+++ AVAILABLE DATA
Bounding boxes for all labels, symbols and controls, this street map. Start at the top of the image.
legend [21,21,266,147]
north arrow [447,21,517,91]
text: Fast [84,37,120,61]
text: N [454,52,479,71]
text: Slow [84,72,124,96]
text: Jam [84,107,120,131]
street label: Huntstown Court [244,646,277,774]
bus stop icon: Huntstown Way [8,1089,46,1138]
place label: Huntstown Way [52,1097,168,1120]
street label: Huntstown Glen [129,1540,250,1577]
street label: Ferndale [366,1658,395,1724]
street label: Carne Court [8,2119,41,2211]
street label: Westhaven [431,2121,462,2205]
++++++
◆ TO DO
The expected response is the full data, reproduced exactly.

◆ RESULT
Bounding boxes for all labels, symbols and controls, this street map. Start at the top of the image.
legend [21,21,266,147]
north arrow [447,21,517,91]
text: Fast [84,37,120,61]
text: N [454,52,479,71]
text: Slow [84,72,124,96]
text: Jam [84,107,120,131]
street label: Huntstown Court [244,646,277,774]
bus stop icon: Huntstown Way [8,1089,46,1138]
place label: Huntstown Way [52,1097,168,1120]
street label: Huntstown Glen [129,1540,250,1577]
street label: Ferndale [366,1658,395,1724]
street label: Carne Court [8,2119,41,2211]
street label: Westhaven [431,2121,462,2205]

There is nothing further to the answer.